George Grella (Rail): I first want to talk to you more about the technical side. This new album seems like a really big departure in terms of form from the music that you’ve put out before. Is that something that you’re consciously working on?

Ambrose Akinmusire: Yes and no. I am very aware of what I’m putting out and the order I’m putting those things out, but when I’m creating, like when I’m writing the songs, when I’m developing the songs with my band I’m just kind of letting it happen, so I think it’s pretty natural, but this album, it was a departure from my last few albums but in my eyes it’s really a sequel to the first album that I did on Blue Note.

Rail: Yeah, that’s fascinating to hear that. Tell me more about that.

Akinmusire: It’s on every level—micro, macro—with the sequencing. Even something as small as playing an intro to the album, like something I did on my first album.
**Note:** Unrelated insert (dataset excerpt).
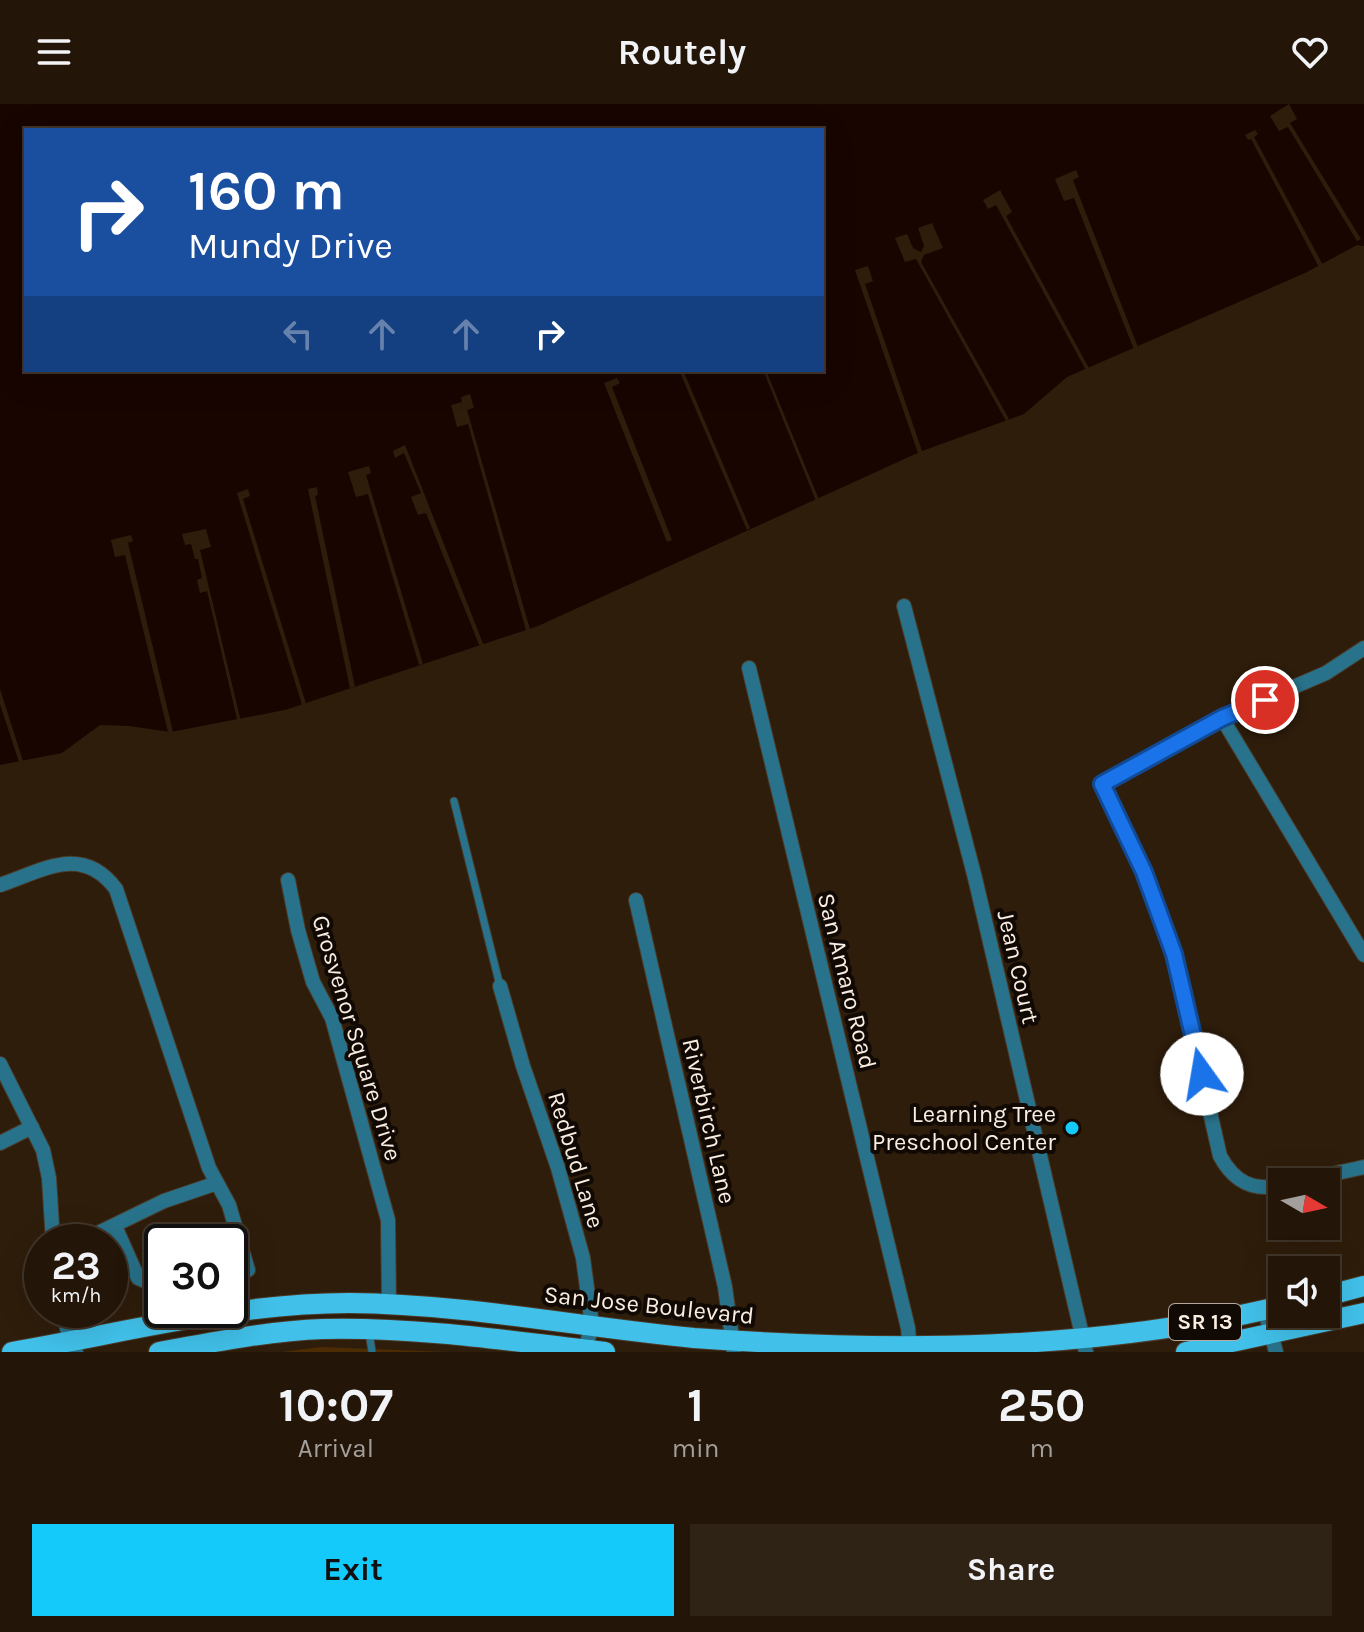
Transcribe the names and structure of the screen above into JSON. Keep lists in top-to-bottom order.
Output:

Also, the album cover: I’m cut, clean-shaven in a suit [on the first album] and this one, you know, I have my locks back, I’m in a hoodie, and I haven’t shaved in many months [laughter]. But on every level, I feel like it’s a sequel, and even in terms of acoustic… My other albums have had other features but this one is pretty much, for the most part up until “Genevieve” and a brief moment from “Aces,” it’s an acoustic album.

Rail: That’s interesting to hear and I want to ask you about some of those details. It’s one thing for me as a listener to hear these records and then for you to describe certain things that you’re thinking opens up a whole new way of listening to what you’re doing. So it seems like when you’re making one of these records, are you looking at it like it’s a record album? Or are you looking at it more like it’s a large-scale form that could happen in person as well?

Akinmusire: Again, yes and no. I really love making albums and I love using the studio as an instrument itself. So when I make an album, I do focus on being a little bit more—I don’t know what the right word is. I don’t want to say precise, but maybe in the performance I’m playing at 99 percent just because I know there’s something about tape and recording stuff, when you push a little bit too hard, it can break, so there’s that part of it and…I don’t know but I will say that it’s interesting going into a studio with a band, like really a band—we’ve been playing together for 10 years so a lot of it what we [do] live is also captured in the studio.

Rail: So even though you have all these special capabilities available to you in a recording studio, you’re still thinking in terms of the kind of real-time live performance being captured.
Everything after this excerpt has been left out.